**Data**
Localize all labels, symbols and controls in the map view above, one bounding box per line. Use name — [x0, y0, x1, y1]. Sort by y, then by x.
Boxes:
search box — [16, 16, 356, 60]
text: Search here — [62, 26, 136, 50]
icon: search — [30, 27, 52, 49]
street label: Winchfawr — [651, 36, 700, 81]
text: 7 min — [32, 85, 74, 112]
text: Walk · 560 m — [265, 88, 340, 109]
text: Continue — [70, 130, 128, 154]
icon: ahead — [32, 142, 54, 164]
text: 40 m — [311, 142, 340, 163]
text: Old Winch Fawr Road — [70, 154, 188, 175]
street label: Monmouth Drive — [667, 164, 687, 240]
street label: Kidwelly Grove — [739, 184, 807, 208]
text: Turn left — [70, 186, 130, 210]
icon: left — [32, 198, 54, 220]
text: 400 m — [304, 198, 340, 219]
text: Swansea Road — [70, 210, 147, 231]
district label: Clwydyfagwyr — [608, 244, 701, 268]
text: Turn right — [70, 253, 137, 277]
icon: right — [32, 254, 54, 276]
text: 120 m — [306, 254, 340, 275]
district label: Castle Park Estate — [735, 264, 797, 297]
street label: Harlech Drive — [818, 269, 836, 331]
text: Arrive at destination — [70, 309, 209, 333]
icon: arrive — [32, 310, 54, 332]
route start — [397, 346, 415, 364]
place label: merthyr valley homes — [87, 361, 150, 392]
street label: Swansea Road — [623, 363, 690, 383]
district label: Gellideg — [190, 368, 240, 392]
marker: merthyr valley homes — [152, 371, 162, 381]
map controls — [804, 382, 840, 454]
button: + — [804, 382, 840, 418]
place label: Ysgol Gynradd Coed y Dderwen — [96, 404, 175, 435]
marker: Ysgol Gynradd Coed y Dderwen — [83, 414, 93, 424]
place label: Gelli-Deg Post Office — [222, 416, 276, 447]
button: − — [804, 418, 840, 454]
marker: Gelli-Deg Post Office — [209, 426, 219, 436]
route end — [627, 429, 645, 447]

**Requirement**
Please repeat the entries above exactly as they read.

**Answer to this problem**
Localize all labels, symbols and controls in the map view above, one bounding box per line. Use name — [x0, y0, x1, y1]. Sort by y, then by x.
Boxes:
search box — [16, 16, 356, 60]
text: Search here — [62, 26, 136, 50]
icon: search — [30, 27, 52, 49]
street label: Winchfawr — [651, 36, 700, 81]
text: 7 min — [32, 85, 74, 112]
text: Walk · 560 m — [265, 88, 340, 109]
text: Continue — [70, 130, 128, 154]
icon: ahead — [32, 142, 54, 164]
text: 40 m — [311, 142, 340, 163]
text: Old Winch Fawr Road — [70, 154, 188, 175]
street label: Monmouth Drive — [667, 164, 687, 240]
street label: Kidwelly Grove — [739, 184, 807, 208]
text: Turn left — [70, 186, 130, 210]
icon: left — [32, 198, 54, 220]
text: 400 m — [304, 198, 340, 219]
text: Swansea Road — [70, 210, 147, 231]
district label: Clwydyfagwyr — [608, 244, 701, 268]
text: Turn right — [70, 253, 137, 277]
icon: right — [32, 254, 54, 276]
text: 120 m — [306, 254, 340, 275]
district label: Castle Park Estate — [735, 264, 797, 297]
street label: Harlech Drive — [818, 269, 836, 331]
text: Arrive at destination — [70, 309, 209, 333]
icon: arrive — [32, 310, 54, 332]
route start — [397, 346, 415, 364]
place label: merthyr valley homes — [87, 361, 150, 392]
street label: Swansea Road — [623, 363, 690, 383]
district label: Gellideg — [190, 368, 240, 392]
marker: merthyr valley homes — [152, 371, 162, 381]
map controls — [804, 382, 840, 454]
button: + — [804, 382, 840, 418]
place label: Ysgol Gynradd Coed y Dderwen — [96, 404, 175, 435]
marker: Ysgol Gynradd Coed y Dderwen — [83, 414, 93, 424]
place label: Gelli-Deg Post Office — [222, 416, 276, 447]
button: − — [804, 418, 840, 454]
marker: Gelli-Deg Post Office — [209, 426, 219, 436]
route end — [627, 429, 645, 447]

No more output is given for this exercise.